First declaration at file test.links:19:
- fun a() { println("a1") }
Subsequent declaration at file test.links:21:
- fun a() { println("a2") }
That is to ensure there is no ambiguity within binding groups (informally: a binding group is a sequence of syntactic similar bindings).
Note that the rule for recursive functions only applies on a binding group basis, so the following is a valid (and unambiguous):
fun a() { println("a1") }
fun b() { a(); c() }
fun c() { a() }
var x = 42;
fun a() { println("a2") }
This program has three binding groups: [a, b, c]
, [x]
, and [a]
. The two a
s are distinguishable because they belong to different (syntactic) binding groups.
Is there a particular reason to allow this? If
fun a() { println("a1") }
fun b() { a(); c() }
fun c() { a() }
var x = 42;
fun a() { println("a2") }
appears inside a module (that exports a
) then it seems ambiguous which a
is exported (I guess the last one wins). The added flexibility of being able to do this doesn't seem worth it relative to the potential for confusion.
The intended behaviour is to support shadowing. The behaviour of the bug you're seeing is unsurprising to me. I suspect that the list of type bindings is being reversed somewhere. Glancing at the code in refineBindings
it looks like this is probably what's going on. When one uses fold_right
to traverse and reconstruct a list the resulting list is reversed. This is accounted for (with a comment!) in the refineBindings
function, but not subsequently. I strongly suspect this is a regression introduced by the desugaring of mutually recursive types.
Take home message: always think hard about whether it's necessary to reverse a list generated by List.fold_right
and if in doubt you probably should.
+1 for shadowing
Regarding the reversal: something's odd, since fold_right
preserves the order (i.e. fold_right cons - []
is the identity).
Yes, the point of reversing after fold is to use List.fold_left
which is tail recursive. If you're not dealing with super long lists then use List.fold_right
and don't reverse.
@yallop oops yes. Brain fart. Everything I said would have made sense if I'd been talking about List.fold_left
.
I suspect that the list of type bindings is being reversed somewhere.

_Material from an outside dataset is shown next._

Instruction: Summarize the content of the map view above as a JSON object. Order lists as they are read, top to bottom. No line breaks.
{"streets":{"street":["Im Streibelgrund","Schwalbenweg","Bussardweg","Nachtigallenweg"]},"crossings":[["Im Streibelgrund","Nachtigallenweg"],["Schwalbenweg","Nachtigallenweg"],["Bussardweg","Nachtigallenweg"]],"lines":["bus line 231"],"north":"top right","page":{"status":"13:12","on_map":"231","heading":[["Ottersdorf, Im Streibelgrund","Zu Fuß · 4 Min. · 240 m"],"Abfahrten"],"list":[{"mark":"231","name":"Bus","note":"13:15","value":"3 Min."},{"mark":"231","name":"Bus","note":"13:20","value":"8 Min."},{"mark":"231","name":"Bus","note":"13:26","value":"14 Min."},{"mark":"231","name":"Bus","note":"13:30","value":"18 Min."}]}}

For the record, there's one production in the parser that produces a list in reversed order:
handle_params:
| rev(separated_nonempty_list(COMMA,
separated_pair(logical_expression, RARROW, pattern))) { $1 }
@jamescheney Yes, there is a reason to allow the above code. If we disallowed it then the semantics of the REPL would unnecessarily diverge from that of whole programs. For instance, it is nice that we can write
fun a() { println("a1") }
fun b() { a(); c() }
fun c() { a() }
var x = 42;
followed by
fun a() { println("a2") }
in the REPL, and that it behaves the same as:
fun a() { println("a1") }
fun b() { a(); c() }
fun c() { a() }
var x = 42;
fun a() { println("a2") }
OK. I think in (Oca)ML there is the same behavior but the fact that you have to explicitly write "and" in between mutually recursive functions makes it clearer what is going on and easier to tell if you are rearranging code in a binding-preserving way With the Links design, if I comment out the "var x = 42" line, or inadvertently move the last "fun a" line above the "var x" line without noticing the earlier "var a", I (currently don't but should) get an error. In general, if we want shadowing / order-sensitive binding, then making the structure of mutually recursive function groups explicit in the syntax seems desirable, otherwise the Haskell-style rule where the order of declarations does not matter and duplicating names in the same scope is not allowed should be followed, and we should have a workaround to allow rebinding in the REPL, like Haskell also does.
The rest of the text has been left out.